* Assignment
Return all the data verbatim but without images.

* Data segment
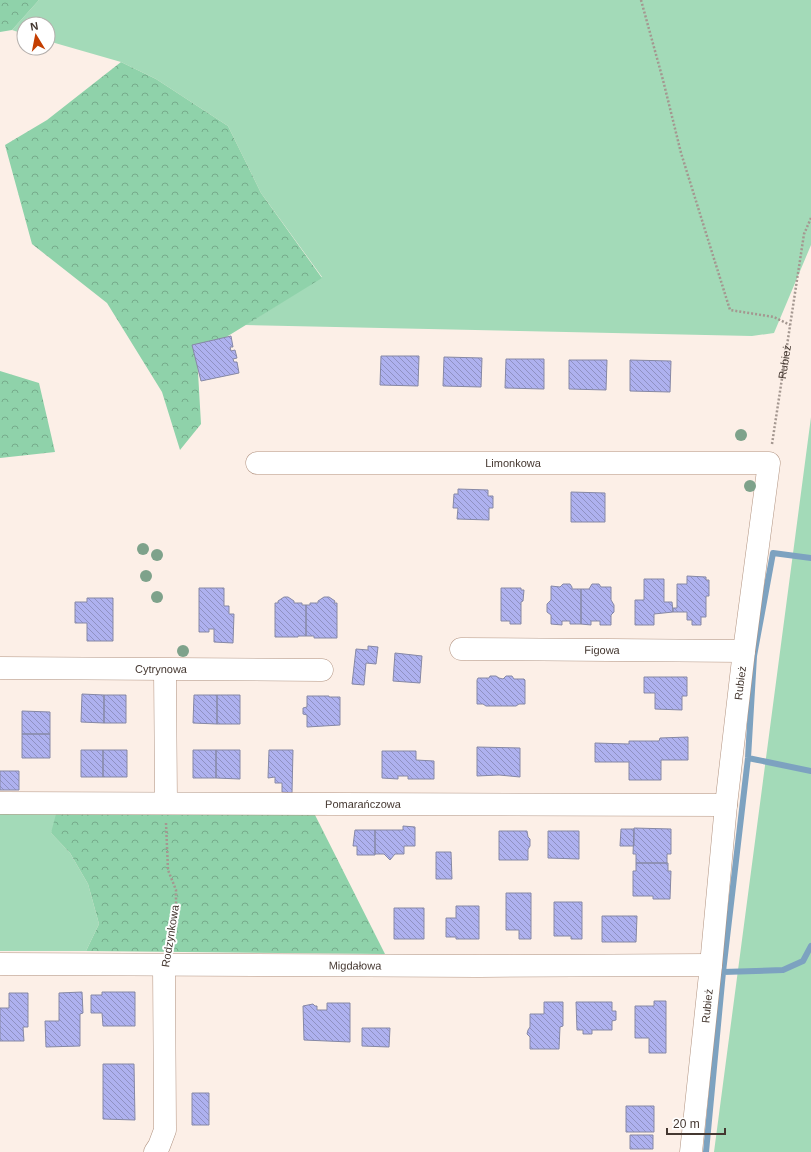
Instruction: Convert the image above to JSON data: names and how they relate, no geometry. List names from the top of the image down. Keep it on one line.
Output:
{"streets":{"street":["Rubież","Limonkowa","Figowa","Cytrynowa","Pomarańczowa","Rodzynkowa","Migdałowa"]},"crossings":[["Rubież","Limonkowa"],["Rubież","Figowa"],["Rubież","Pomarańczowa"],["Rubież","Migdałowa"],["Pomarańczowa","Rodzynkowa"],["Rodzynkowa","Migdałowa"]],"scale_bar":"20 m","north":"top"}
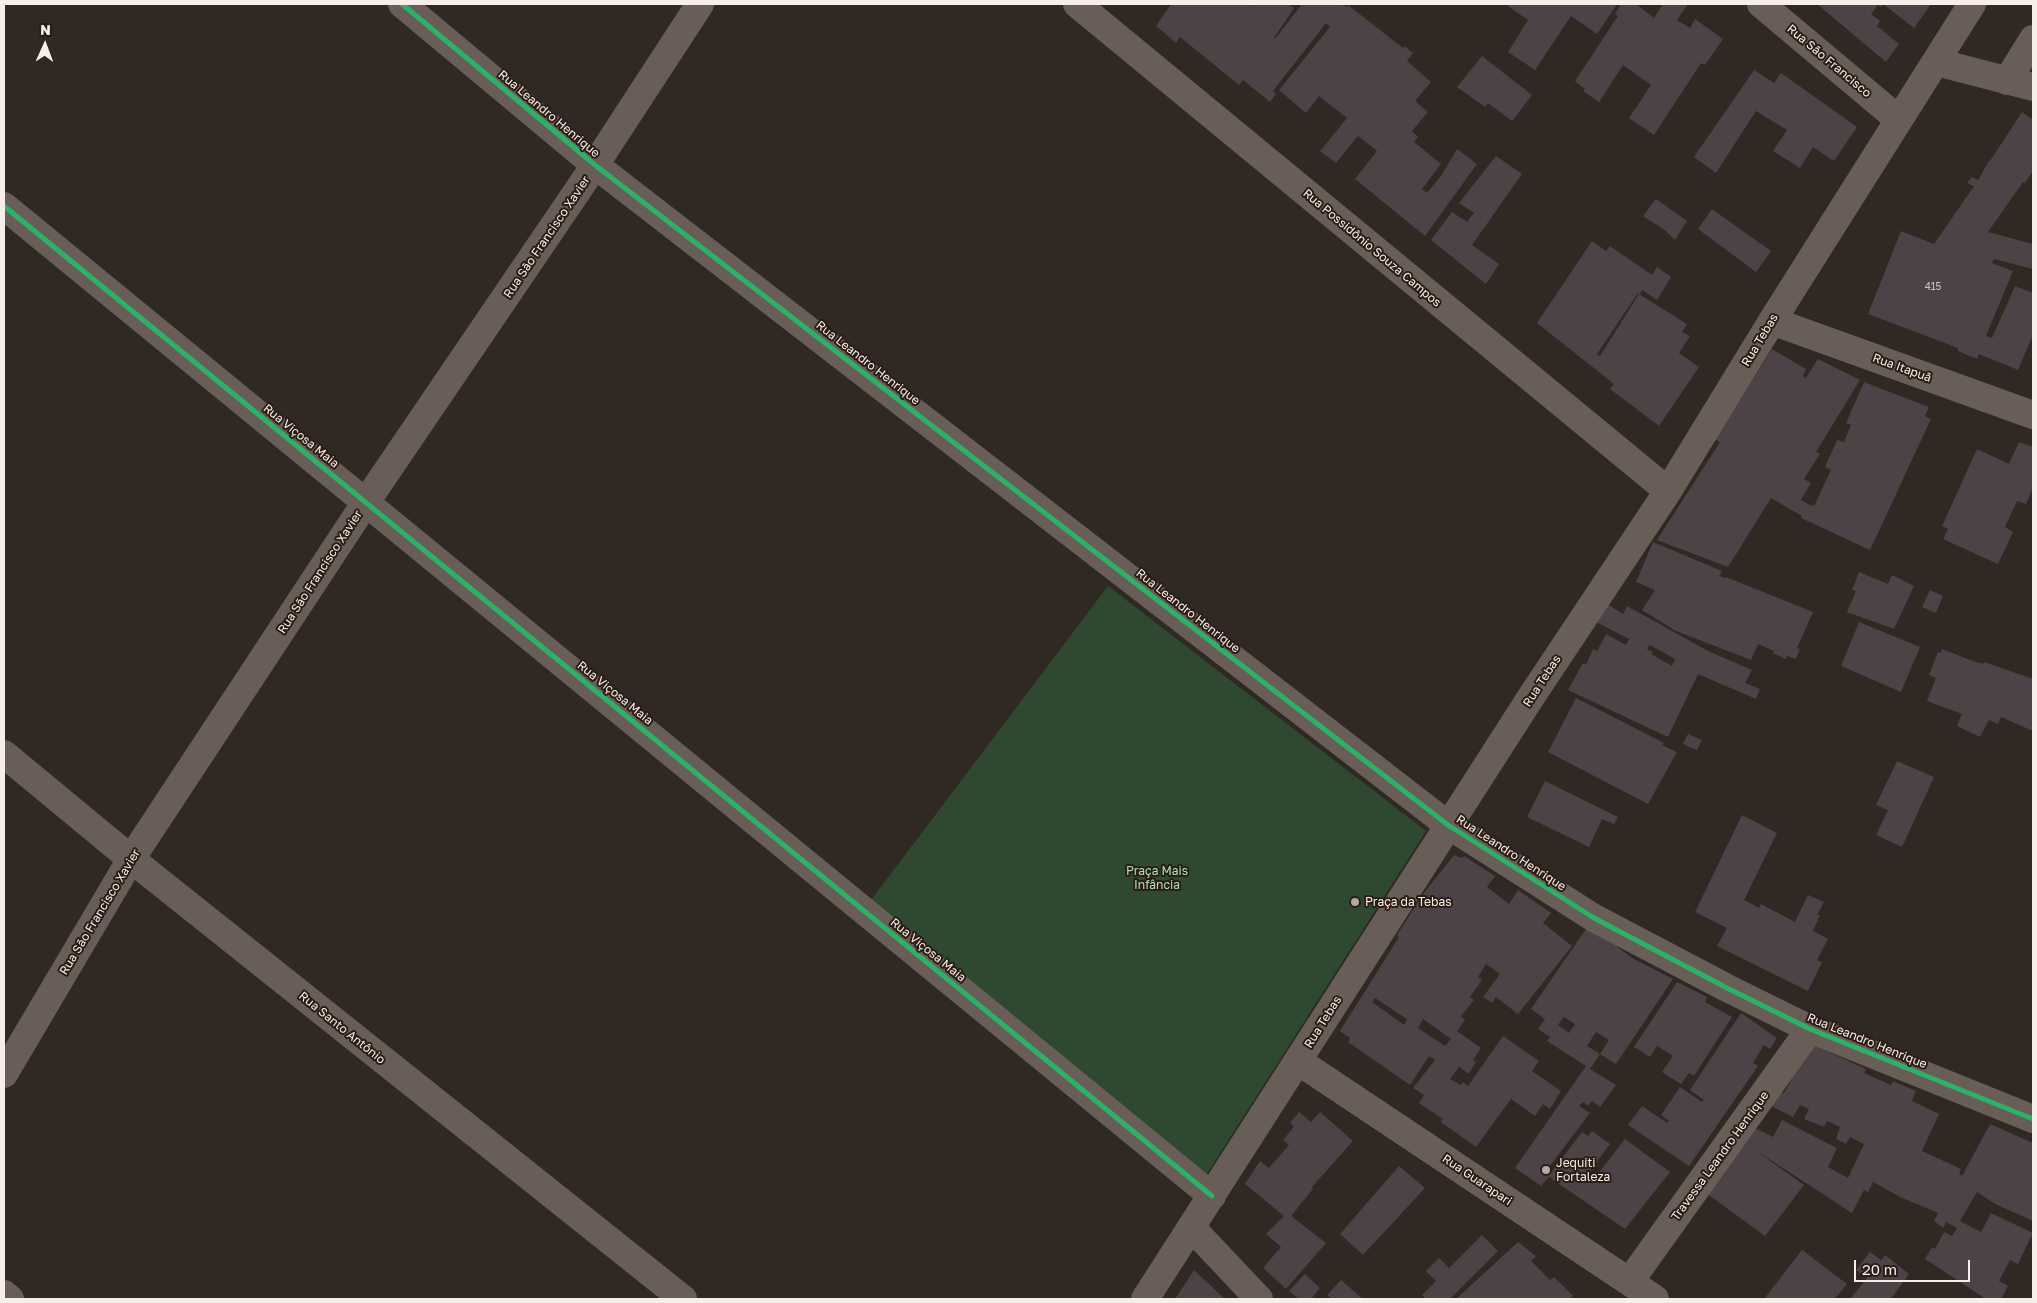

* Response area
Instruction: Convert the image above to JSON data: names and how they relate, no geometry. List names from the top of the image down. Keep it on one line.
Output:
{"streets":{"street":["Rubież","Limonkowa","Figowa","Cytrynowa","Pomarańczowa","Rodzynkowa","Migdałowa"]},"crossings":[["Rubież","Limonkowa"],["Rubież","Figowa"],["Rubież","Pomarańczowa"],["Rubież","Migdałowa"],["Pomarańczowa","Rodzynkowa"],["Rodzynkowa","Migdałowa"]],"scale_bar":"20 m","north":"top"}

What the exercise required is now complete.